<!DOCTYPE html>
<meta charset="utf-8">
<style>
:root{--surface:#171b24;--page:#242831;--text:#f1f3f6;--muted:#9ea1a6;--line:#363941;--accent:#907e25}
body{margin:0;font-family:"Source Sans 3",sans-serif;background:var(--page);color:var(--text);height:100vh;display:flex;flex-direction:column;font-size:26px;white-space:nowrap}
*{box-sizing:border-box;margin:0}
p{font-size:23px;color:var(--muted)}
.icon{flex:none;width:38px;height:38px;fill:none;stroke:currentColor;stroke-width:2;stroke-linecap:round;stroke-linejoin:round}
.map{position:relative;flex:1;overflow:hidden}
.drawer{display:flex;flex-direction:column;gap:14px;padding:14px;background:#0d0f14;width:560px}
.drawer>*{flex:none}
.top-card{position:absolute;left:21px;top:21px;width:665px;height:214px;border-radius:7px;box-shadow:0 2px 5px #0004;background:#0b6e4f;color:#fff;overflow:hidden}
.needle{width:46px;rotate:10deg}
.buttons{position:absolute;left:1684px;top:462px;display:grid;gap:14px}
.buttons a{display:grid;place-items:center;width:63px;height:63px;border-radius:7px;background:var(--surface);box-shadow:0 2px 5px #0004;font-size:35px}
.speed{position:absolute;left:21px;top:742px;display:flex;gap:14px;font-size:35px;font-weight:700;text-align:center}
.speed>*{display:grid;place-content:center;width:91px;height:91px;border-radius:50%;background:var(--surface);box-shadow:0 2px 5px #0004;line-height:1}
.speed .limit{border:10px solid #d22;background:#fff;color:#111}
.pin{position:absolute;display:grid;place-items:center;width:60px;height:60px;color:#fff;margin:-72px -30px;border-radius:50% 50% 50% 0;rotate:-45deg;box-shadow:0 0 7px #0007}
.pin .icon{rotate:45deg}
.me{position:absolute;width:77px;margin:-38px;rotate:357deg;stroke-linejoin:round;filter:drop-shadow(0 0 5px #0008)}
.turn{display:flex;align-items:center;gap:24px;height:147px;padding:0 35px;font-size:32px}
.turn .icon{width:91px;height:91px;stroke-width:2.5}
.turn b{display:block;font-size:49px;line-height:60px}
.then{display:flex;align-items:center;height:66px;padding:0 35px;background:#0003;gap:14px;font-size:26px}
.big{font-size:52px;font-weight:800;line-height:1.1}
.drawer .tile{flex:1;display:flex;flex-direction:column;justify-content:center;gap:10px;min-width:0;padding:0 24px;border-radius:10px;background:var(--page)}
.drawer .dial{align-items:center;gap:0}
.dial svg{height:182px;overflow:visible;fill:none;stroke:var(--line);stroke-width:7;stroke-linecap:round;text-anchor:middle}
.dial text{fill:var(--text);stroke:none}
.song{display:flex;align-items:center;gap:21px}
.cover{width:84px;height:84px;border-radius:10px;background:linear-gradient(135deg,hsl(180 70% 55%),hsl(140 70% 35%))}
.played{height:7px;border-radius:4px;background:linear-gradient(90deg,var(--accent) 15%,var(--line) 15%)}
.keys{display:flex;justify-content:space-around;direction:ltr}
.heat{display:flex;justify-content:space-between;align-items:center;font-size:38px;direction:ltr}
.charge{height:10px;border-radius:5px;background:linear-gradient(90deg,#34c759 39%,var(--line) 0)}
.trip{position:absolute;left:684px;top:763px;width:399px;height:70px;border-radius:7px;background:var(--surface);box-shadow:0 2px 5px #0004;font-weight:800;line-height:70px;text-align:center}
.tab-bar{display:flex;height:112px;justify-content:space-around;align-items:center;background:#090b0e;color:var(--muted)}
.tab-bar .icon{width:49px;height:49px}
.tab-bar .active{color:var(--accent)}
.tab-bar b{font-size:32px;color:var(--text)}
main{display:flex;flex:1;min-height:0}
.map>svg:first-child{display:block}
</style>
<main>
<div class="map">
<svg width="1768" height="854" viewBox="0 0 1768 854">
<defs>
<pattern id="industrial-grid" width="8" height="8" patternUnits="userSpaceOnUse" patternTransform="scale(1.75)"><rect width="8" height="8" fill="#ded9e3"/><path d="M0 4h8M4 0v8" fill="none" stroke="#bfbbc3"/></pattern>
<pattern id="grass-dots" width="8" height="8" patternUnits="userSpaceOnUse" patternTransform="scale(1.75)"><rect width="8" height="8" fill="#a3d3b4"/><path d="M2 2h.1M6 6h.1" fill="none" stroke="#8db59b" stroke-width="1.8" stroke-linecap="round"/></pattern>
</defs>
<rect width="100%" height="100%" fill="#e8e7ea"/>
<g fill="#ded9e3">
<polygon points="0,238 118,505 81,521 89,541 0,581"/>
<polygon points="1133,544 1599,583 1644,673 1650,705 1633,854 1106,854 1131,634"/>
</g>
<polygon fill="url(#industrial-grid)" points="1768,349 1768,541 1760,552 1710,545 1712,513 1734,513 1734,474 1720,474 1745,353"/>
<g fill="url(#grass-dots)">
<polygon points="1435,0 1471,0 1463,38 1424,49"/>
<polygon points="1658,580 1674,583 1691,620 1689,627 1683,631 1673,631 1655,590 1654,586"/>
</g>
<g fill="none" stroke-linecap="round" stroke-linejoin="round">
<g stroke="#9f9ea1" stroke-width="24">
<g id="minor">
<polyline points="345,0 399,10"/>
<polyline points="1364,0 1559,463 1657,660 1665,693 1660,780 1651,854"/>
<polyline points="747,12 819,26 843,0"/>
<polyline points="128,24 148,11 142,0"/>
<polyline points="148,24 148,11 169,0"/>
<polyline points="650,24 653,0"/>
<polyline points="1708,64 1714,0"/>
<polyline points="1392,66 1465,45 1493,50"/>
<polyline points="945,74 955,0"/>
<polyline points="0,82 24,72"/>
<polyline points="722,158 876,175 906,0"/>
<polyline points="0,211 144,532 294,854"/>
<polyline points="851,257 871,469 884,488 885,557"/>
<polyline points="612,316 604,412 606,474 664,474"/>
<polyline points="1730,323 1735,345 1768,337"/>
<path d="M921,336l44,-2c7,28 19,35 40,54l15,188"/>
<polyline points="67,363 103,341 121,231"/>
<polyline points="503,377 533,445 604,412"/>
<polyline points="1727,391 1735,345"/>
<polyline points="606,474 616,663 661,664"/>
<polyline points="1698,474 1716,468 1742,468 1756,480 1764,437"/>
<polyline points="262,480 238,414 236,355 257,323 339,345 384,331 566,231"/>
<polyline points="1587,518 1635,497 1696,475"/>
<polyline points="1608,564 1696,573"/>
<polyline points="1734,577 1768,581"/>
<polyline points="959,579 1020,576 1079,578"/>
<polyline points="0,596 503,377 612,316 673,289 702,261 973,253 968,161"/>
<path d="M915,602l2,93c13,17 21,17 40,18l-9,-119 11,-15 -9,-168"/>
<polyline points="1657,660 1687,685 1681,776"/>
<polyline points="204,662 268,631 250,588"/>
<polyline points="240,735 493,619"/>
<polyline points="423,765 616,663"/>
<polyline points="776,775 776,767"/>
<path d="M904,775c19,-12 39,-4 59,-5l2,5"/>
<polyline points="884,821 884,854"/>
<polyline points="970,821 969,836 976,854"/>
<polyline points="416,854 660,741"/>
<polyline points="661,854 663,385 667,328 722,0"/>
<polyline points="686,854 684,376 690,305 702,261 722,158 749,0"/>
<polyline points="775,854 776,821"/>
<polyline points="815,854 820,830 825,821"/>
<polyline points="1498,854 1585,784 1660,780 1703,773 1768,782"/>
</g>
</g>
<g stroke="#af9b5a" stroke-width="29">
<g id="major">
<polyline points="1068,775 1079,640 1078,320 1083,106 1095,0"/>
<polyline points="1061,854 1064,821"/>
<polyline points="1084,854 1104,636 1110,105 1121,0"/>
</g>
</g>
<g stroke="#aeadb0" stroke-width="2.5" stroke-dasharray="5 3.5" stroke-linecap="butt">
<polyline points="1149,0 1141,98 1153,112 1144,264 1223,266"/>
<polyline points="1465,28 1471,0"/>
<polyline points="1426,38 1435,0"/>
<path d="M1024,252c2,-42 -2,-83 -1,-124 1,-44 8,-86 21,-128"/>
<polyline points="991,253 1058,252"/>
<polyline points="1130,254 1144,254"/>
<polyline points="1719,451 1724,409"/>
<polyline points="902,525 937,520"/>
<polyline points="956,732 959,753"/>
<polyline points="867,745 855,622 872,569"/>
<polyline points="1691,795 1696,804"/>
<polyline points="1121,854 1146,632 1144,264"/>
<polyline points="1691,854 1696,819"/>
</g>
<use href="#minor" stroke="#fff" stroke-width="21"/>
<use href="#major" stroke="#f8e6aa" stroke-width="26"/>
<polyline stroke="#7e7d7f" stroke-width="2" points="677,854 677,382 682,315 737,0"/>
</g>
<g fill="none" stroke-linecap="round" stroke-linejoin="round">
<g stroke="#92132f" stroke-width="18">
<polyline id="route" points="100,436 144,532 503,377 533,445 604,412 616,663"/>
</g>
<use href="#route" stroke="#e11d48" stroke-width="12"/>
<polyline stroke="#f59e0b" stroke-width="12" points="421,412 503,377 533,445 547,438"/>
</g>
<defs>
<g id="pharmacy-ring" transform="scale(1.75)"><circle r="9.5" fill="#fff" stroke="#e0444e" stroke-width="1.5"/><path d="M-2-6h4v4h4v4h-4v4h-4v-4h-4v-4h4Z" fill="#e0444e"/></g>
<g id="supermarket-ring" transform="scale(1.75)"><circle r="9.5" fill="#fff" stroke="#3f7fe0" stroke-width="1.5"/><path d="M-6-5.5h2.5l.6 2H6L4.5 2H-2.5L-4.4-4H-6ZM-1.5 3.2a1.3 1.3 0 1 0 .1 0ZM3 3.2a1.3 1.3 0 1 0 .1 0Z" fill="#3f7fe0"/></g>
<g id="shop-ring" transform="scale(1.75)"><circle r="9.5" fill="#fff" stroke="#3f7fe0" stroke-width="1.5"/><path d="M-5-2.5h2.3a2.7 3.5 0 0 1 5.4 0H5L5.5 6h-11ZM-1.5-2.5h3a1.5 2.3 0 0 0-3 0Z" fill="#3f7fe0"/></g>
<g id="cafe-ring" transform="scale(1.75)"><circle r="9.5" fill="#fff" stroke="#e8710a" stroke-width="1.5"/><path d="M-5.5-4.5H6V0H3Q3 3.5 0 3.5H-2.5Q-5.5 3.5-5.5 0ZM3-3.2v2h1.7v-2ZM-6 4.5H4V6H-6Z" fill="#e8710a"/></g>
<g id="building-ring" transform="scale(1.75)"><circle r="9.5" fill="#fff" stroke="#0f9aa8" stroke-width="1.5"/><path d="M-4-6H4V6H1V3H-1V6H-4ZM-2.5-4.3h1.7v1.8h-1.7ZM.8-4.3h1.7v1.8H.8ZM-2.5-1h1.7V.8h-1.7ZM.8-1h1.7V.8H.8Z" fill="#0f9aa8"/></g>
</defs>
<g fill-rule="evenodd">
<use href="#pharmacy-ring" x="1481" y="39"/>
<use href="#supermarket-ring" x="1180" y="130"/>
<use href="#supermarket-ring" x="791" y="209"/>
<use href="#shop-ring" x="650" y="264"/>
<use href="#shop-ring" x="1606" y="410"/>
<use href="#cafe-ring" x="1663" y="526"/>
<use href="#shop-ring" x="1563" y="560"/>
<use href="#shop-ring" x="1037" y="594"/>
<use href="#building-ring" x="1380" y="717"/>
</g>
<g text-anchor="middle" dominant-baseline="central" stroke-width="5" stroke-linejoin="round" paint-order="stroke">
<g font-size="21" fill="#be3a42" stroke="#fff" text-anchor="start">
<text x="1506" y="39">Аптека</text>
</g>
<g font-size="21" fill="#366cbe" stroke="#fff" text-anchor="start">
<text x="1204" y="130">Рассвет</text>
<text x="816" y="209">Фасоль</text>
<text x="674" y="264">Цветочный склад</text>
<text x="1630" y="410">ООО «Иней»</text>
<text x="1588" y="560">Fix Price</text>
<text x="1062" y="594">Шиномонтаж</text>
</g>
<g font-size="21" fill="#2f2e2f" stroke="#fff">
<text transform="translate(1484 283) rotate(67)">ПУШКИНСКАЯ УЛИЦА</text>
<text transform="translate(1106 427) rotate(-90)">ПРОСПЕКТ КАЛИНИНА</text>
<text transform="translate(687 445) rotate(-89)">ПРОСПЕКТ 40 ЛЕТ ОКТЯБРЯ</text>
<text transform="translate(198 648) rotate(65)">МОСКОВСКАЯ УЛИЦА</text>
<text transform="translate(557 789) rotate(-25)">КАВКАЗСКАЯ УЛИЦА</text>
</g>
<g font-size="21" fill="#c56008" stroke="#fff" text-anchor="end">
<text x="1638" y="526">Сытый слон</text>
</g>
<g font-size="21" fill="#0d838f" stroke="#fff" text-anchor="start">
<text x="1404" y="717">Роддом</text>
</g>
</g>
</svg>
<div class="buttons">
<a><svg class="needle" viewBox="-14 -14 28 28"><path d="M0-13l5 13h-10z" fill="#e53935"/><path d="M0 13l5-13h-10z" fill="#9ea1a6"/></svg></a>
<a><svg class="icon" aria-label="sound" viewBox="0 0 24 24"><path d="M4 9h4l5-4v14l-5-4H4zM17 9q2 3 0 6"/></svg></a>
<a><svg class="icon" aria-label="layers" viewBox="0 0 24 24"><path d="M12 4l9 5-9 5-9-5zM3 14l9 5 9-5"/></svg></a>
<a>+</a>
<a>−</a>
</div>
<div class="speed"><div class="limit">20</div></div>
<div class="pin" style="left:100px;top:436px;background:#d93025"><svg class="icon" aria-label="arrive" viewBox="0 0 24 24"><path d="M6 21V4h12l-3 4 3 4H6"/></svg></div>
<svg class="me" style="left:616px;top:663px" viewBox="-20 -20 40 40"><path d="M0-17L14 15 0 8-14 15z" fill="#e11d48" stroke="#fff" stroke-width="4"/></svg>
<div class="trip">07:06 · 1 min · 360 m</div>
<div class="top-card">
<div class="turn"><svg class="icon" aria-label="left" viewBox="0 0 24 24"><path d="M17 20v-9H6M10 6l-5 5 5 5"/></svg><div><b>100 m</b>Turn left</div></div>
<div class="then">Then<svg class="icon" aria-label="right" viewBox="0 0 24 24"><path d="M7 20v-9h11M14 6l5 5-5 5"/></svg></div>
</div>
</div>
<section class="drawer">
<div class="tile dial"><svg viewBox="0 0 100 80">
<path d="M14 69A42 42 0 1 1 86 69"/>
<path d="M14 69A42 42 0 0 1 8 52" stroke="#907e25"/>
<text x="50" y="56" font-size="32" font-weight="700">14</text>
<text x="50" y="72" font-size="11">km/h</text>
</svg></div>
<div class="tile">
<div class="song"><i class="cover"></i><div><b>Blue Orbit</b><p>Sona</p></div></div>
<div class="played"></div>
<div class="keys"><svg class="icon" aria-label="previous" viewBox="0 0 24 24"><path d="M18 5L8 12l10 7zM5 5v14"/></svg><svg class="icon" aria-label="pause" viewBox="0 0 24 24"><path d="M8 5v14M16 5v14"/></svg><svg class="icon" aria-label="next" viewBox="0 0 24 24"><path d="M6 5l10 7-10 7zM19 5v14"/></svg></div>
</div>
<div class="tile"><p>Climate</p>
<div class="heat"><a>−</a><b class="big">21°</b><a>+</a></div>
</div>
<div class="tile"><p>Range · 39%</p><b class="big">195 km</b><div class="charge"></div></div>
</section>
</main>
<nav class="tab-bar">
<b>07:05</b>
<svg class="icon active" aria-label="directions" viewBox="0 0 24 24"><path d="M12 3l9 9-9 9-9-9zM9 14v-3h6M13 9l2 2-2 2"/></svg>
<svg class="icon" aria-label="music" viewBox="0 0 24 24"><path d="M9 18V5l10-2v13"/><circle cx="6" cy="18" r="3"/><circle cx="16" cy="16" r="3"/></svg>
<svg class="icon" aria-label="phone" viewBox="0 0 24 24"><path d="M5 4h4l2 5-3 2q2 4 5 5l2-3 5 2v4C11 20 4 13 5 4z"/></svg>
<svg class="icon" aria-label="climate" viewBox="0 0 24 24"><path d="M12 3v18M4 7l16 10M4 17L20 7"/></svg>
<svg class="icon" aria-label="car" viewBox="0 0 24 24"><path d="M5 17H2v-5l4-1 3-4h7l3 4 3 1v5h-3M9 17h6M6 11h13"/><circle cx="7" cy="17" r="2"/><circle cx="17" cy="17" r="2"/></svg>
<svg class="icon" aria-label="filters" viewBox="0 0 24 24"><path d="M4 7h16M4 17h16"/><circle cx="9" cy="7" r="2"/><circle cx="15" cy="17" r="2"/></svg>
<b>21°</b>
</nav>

Required action
In the listing, count every line holding the word "heat"; answer with the count alone.

Result of this exercise
2